Background: Anaplastic thyroid cancer (ATC) is an aggressive form of thyroid cancer with poor overall survival (OS). The ideal treatment for ATC is not clear and benefits of targeted molecular agents/immunotherapy is not well established. Multimodality treatment (MMT) may reduce locoregional tumor progression (LTP) and improve OS when compared to treatment with palliative intention (TPI). Expanding MMT with targeted therapy/immunotherapy may further improve OS. This study aims to compare survival outcomes and morbidity between ATC patients treated with MMT and TPI. Additionally, the effect of MMT +/- targeted therapy/immunotherapy on OS in ATC was assessed.
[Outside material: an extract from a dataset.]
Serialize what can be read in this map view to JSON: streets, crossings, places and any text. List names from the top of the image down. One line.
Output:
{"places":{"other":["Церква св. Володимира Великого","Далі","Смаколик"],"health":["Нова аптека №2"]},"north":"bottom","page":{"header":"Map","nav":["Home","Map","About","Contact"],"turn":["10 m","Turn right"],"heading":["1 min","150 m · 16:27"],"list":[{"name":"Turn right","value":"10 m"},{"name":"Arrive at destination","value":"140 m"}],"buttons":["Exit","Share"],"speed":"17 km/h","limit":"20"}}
Methods: We performed a retrospective (1979-2018) cohort study of ATC patients within a single tertiary hospital referral centre. Patients were assigned to either TPI or MMT following MDT discussion and their own preference. The primary outcome measure was LTP. Secondary outcome measures were one-year OS and major treatment related morbidity defined as grade IV events.
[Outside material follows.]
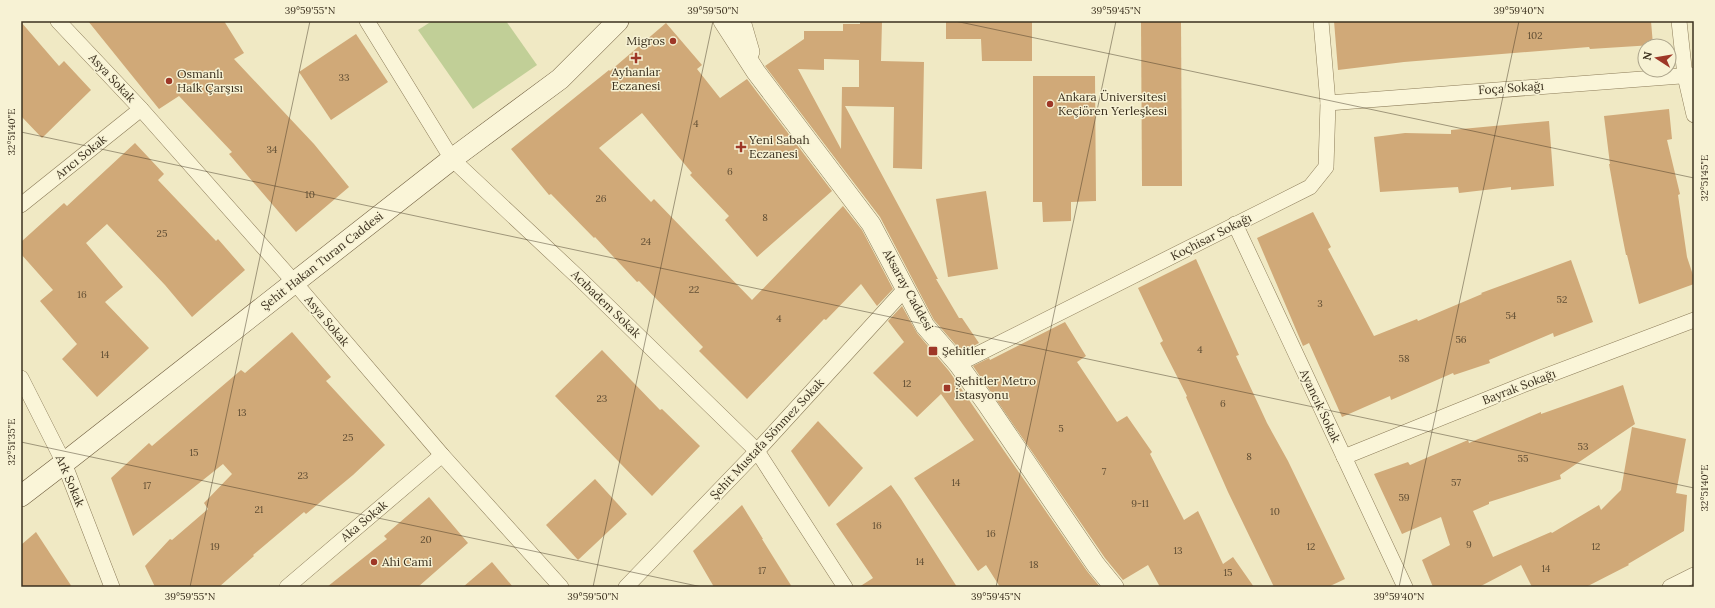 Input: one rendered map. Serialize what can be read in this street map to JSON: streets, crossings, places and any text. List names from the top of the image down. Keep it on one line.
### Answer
{"streets":{"main road":["Şehit Hakan Turan Caddesi"],"street":["Asya Sokak","Foça Sokağı","Arıcı Sokak","Koçhisar Sokağı","Aksaray Caddesi","Acıbadem Sokak","Bayrak Sokağı","Ayancık Sokak","Şehit Mustafa Sönmez Sokak","Ark Sokak","Aka Sokak"]},"crossings":[["Asya Sokak","Arıcı Sokak"],["Asya Sokak","Şehit Hakan Turan Caddesi"],["Asya Sokak","Aka Sokak"],["Foça Sokağı","Koçhisar Sokağı"],["Koçhisar Sokağı","Aksaray Caddesi"],["Koçhisar Sokağı","Ayancık Sokak"],["Şehit Hakan Turan Caddesi","Acıbadem Sokak"],["Şehit Hakan Turan Caddesi","Ark Sokak"],["Aksaray Caddesi","Şehit Mustafa Sönmez Sokak"],["Acıbadem Sokak","Şehit Mustafa Sönmez Sokak"],["Bayrak Sokağı","Ayancık Sokak"]],"places":{"other":["Migros","Osmanlı Halk Çarşısı","Ankara Üniversitesi Keçiören Yerleşkesi","Ahi Cami"],"health":["Ayhanlar Eczanesi","Yeni Sabah Eczanesi"],"transit":["Şehitler","Şehitler Metro İstasyonu"]},"house_numbers":["102","33","4","34","6","10","26","8","25","24","22","16","52","3","54","4","56","4","14","58","12","23","6","13","5","25","53","15","8","55","7","23","14","57","17","59","9-11","21","10","16","16","20","9","19","12","12","13","14","18","14","17","15"],"north":"left","coordinates":["39°59'55\"N","39°59'50\"N","39°59'45\"N","39°59'40\"N","32°51'40\"E","32°51'45\"E","32°51'35\"E"]}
Results: 67 patients had sufficient follow-up data for inclusion. Disease was staged: Stage IVA (n=1), IVB (n=31) or IVC (n=34) ATC. Patients were treated with MMT (n=33) or TPI (n=34). LTP was lower (p=0.02) in patients receiving MMT (46%) when compared to TPI (74%). MMT increased one-year OS to 43% compared to 0% in TPI (p<0.0001). There was no difference in major complications between the MMT (15%) or TPI (23%) cohort(p=0.54). A combination of MMT, targeted therapy and/or immunotherapy (n=5) increased one-year survival in Stage IVC ATC to 60%, compared to 33% or 0% in patients receiving MMT without targeted therapy and/or immunotherapy (n=11) or PI (n=18) respectively (p < 0.0001).
Conclusion: MMT reduces LTP and improves OS in selected ATC patients without increasing morbidity. The addition of targeted molecular therapy or immunotherapy to multimodality treatment protocols is associated with improved OS in ATC patients.